After finishing 4th at the Giro d'Italia and the Tour de France in the past, Ben O'Connor finally cracked the Grand Tour podium at the 2024 Vuelta a Espana, finishing 2nd behind Primoz Roglic. As the Australian moves to Team Jayco AlUla in 2025, can he get himself on the top step of a Grand Tour podium?
The signing of O'Connor comes at the perfect time for Team Jayco AlUla, having just lost their previous Grand Tour leader Simon Yates to Team Visma | Lease a Bike. “We had to have a back-up plan ready to go,” Matt White director of High Performance and Racing at Team Jayco AlUla explains to Cycling News. “So we were already looking around the market to see who was available and who would be a good fit for the team. Obviously, Ben's name came up to the top of our list.”
“His consistency is something that really attracted us to him and I still don't think he has reached his potential,” White continues. “Until this year we'd seen flashes of brilliance, obviously with the fourth place in the Tour de France and some other big results here and there, but this year he managed to put a really, really consistent year together.”
The fact O'Connor also brings an Australian face to the Aussie-based outfit is also an added bonus. "We've never had an Australian leader of the team in the General Classification, so that obviously is attractive to us as well,” notes White.

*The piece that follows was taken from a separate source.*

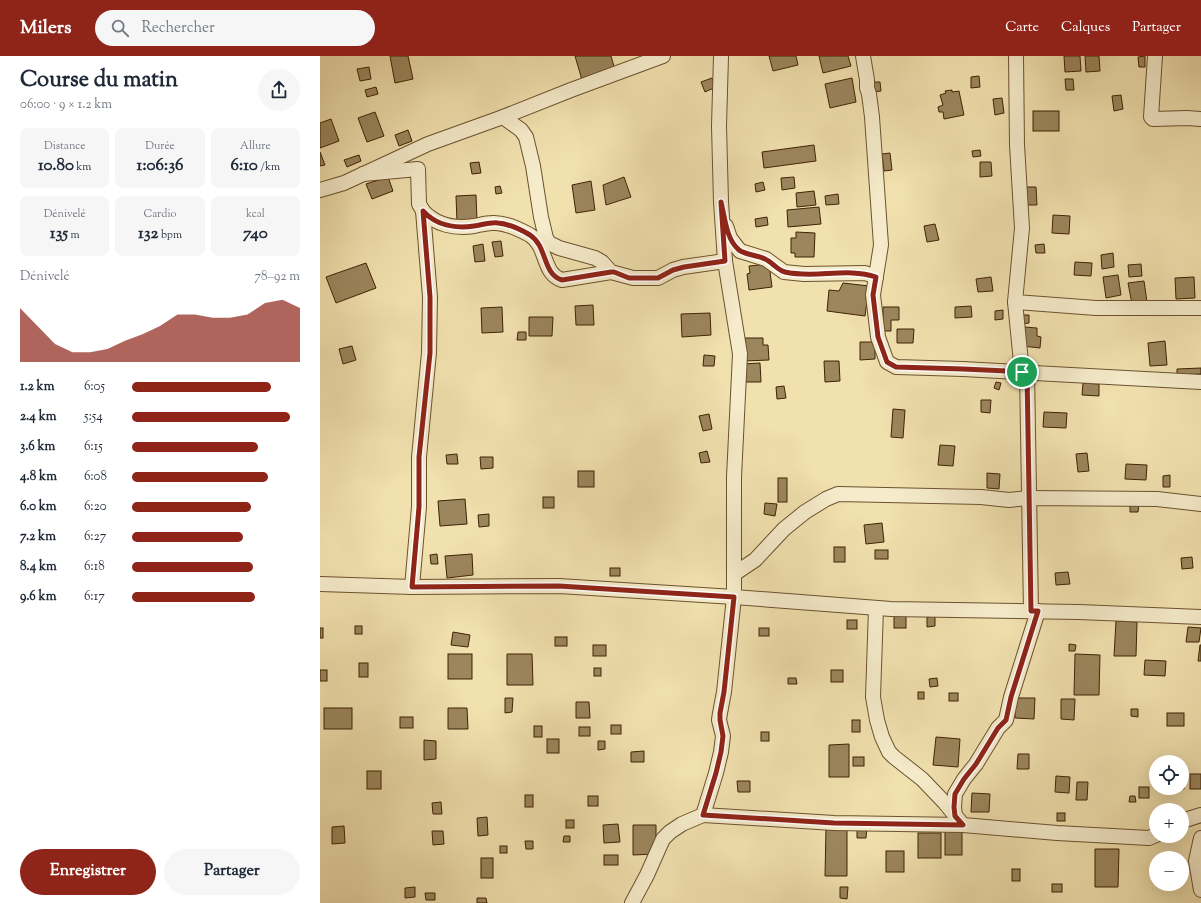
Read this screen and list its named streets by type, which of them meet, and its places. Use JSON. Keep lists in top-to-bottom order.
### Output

In 2025, the Tour de France is set to the main goal for the 29-year-old. Given the immense quality of the current list of Maillot Jaune contenders, improving on his 4th overall from 2024 won't be easy for O'Connor. “The focus for Ben is going to be the Tour de France but it doesn't matter what he does in the spring, the two favourites for the Tour de France are going to be Jonas Vingegaard and Tadej Pogacar. So no one's looking for Jayco-AlUla to control the Tour de France are they? So you can take a different team to finish third, fourth or fifth at the Tour de France than when you are trying to win it,” previews White. “He doesn't out climb Tadej or Jonas, most people in the world can't do that, so instead of playing a conservative game ‘follow, follow, follow’ he has a different tactic. He throws it out there, rides aggressively and looks for opportunities where a lot of other GC guys don't, which is a great talent to have and an exciting way to race.”
”We're definitely planning on hitting the ground running and I think Ben will slide straight into leadership here very well,” White concludes. ”I think we've got some good, good guys we can put around him immediately, and we'll try to sort of run a couple of those key riders around him quite regularly so by the time we do get to the Tour it will be with a bit of synergy there already.”